Saisi par le pétitionnaire, le juge des référés du Tribunal administratif de Nantes a jugé que la pièce demandée par la commune ne figurait pas parmi celles exigibles par le Code de l'urbanisme, le délai d'instruction d’un mois imparti à la commune pour instruire la déclaration préalable n'avait pas été suspendu. Ainsi, la société devait être considérée comme titulaire d’une décision implicite de non-opposition à déclaration préalable.
La commune a alors formé un pourvoi en cassation.
La question qui devait être tranchée par le Conseil d’Etat était de savoir si les demandes de pièces complémentaires illégales des services instructeurs entraînent une décision implicite d’autorisation d’urbanisme (DP ou PC) à l'expiration du délai d'instruction.
Dans son arrêt du 9 décembre 2022, le Conseil d'État confirme la position du juge des référés du TA de Nantes. Il estime que les demandes de pièces complémentaires non prévues par le Code de l'urbanisme sont illégales et ne suspendent pas le délai d'instruction imparti aux services instructeurs. L’autorisation d’urbanisme est donc tacitement accordée au pétitionnaire à l’issue du délai d’instruction.
A noter que le Conseil d’Etat revient sur sa jurisprudence antérieure (Conseil d'État, 9 décembre 2015, commune d'Asnières-sur-Nouère, requête n° 390273), selon laquelle une demande de pièces complémentaires illégale était de nature à entacher d’illégalité le refus d’accorder l’autorisation d’urbanisme, sans toutefois « avoir pour effet de rendre le pétitionnaire titulaire d’une décision implicite de non-opposition ».
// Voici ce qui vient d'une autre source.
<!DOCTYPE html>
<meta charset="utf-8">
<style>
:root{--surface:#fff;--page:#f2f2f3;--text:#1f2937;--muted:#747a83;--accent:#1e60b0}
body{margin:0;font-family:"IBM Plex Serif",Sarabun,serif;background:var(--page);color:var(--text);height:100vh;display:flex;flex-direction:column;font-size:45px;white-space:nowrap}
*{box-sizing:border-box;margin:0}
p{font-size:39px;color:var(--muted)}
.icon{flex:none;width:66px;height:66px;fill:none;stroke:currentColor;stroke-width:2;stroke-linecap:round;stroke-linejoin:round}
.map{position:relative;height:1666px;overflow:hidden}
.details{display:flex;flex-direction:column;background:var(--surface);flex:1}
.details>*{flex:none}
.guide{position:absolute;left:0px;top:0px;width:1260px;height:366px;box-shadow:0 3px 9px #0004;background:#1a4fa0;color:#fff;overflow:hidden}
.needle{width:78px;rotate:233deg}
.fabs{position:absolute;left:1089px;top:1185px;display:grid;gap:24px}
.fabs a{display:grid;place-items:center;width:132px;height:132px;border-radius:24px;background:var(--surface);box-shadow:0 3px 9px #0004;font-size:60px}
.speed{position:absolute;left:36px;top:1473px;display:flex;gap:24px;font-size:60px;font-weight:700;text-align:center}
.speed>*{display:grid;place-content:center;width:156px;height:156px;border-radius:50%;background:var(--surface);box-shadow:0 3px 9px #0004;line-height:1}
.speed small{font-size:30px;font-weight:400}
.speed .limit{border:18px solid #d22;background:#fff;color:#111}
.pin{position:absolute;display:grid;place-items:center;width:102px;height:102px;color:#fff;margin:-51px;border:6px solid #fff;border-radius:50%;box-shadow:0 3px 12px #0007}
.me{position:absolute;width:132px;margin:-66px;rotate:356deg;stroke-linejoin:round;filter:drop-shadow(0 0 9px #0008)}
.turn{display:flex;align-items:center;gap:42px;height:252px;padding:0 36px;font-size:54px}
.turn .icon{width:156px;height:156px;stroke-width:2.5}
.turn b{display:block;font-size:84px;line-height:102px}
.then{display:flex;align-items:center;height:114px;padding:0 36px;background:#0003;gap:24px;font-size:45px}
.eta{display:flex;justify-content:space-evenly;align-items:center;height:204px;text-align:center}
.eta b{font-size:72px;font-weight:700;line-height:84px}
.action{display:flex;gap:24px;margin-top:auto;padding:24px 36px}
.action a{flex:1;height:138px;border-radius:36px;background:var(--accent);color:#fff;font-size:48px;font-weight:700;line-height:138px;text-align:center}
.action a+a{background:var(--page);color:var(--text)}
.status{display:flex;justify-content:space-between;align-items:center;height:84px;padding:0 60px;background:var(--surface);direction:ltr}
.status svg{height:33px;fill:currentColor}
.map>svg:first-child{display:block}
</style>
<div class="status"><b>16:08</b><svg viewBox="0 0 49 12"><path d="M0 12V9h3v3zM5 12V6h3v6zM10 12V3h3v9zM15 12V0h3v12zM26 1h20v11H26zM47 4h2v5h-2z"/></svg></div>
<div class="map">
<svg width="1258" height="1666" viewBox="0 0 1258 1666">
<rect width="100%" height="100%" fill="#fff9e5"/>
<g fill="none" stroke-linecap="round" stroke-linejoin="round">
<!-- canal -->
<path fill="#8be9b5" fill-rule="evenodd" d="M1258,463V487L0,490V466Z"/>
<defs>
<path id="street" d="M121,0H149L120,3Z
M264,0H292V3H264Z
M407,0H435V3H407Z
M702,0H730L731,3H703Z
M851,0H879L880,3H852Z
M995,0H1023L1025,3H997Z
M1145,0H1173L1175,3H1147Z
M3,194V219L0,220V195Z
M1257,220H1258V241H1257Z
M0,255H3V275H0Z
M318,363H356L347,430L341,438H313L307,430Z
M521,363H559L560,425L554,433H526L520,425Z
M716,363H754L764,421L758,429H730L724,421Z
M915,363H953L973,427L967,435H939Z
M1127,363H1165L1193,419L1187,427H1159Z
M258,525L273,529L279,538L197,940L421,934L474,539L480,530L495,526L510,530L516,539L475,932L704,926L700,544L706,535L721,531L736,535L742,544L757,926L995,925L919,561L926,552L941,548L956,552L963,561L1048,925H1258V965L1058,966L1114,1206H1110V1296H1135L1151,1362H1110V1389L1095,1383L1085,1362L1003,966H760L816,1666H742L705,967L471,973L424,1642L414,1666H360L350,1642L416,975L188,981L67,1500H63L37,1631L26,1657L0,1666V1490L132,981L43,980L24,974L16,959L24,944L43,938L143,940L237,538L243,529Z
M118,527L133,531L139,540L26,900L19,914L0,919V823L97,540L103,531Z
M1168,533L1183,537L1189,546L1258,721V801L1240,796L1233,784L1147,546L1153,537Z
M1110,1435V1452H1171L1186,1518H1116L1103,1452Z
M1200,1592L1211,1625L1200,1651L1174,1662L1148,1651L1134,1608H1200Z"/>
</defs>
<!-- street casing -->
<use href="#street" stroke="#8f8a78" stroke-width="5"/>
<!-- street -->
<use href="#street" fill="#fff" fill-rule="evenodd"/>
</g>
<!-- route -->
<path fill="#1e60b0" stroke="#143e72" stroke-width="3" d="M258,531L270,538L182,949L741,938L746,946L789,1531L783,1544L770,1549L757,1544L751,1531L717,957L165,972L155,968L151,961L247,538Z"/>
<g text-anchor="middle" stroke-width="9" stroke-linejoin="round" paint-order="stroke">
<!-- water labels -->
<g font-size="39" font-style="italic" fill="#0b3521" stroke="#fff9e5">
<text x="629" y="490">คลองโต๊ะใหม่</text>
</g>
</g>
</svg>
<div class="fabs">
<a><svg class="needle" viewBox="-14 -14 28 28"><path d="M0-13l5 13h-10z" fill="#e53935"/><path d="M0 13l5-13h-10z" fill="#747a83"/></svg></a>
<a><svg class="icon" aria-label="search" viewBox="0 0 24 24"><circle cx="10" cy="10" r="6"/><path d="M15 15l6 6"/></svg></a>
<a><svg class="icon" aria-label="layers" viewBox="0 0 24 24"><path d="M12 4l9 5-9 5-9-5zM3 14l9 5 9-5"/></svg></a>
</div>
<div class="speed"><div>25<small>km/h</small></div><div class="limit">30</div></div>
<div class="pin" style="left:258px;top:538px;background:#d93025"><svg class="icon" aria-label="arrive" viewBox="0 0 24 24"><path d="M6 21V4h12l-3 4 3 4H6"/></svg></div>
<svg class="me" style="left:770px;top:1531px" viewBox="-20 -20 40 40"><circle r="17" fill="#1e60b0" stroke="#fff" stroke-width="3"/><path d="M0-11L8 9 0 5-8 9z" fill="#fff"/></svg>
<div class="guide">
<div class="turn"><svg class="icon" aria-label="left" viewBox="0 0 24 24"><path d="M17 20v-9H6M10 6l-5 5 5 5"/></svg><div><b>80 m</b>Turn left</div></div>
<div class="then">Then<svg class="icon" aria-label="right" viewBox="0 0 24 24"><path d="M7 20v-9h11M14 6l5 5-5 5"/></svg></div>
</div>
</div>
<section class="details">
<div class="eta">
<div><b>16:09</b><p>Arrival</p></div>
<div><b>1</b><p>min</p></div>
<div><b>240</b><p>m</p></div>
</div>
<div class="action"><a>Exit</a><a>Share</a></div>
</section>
Enfin, dans un rapport de la Cour des comptes de septembre 2024 intitulé « La délivrance des permis de construire », l'institution critique les pratiques de certains services instructeurs qui continuent d'exiger des pièces non prévues par le Code. Elle souligne que ces demandes tendent à « alourdir le parcours des pétitionnaires, et génèrent des délais et des coûts supplémentaires », malgré l'objectif affiché d'améliorer la qualité architecturale et environnementale des projets ou de mieux les sécuriser en cas de contentieux.
A retenir :
La décision du Conseil d’État du 9 décembre 2022 est favorable aux pétitionnaires. Seules les pièces complémentaires prévues par l’article R.431-4 du code de l’urbanisme pour les permis de construire et l’article R*431-36 du Code de l’urbanisme pour les déclarations préalables peuvent être demandées par les services instructeurs.
Toute demande de pièce complémentaire irrégulière n’interrompt pas le délai d’instruction, qui commence à courir dès le dépôt du dossier complet de permis de construire. En conséquence, une autorisation tacite peut être accordée si ce délai est dépassé.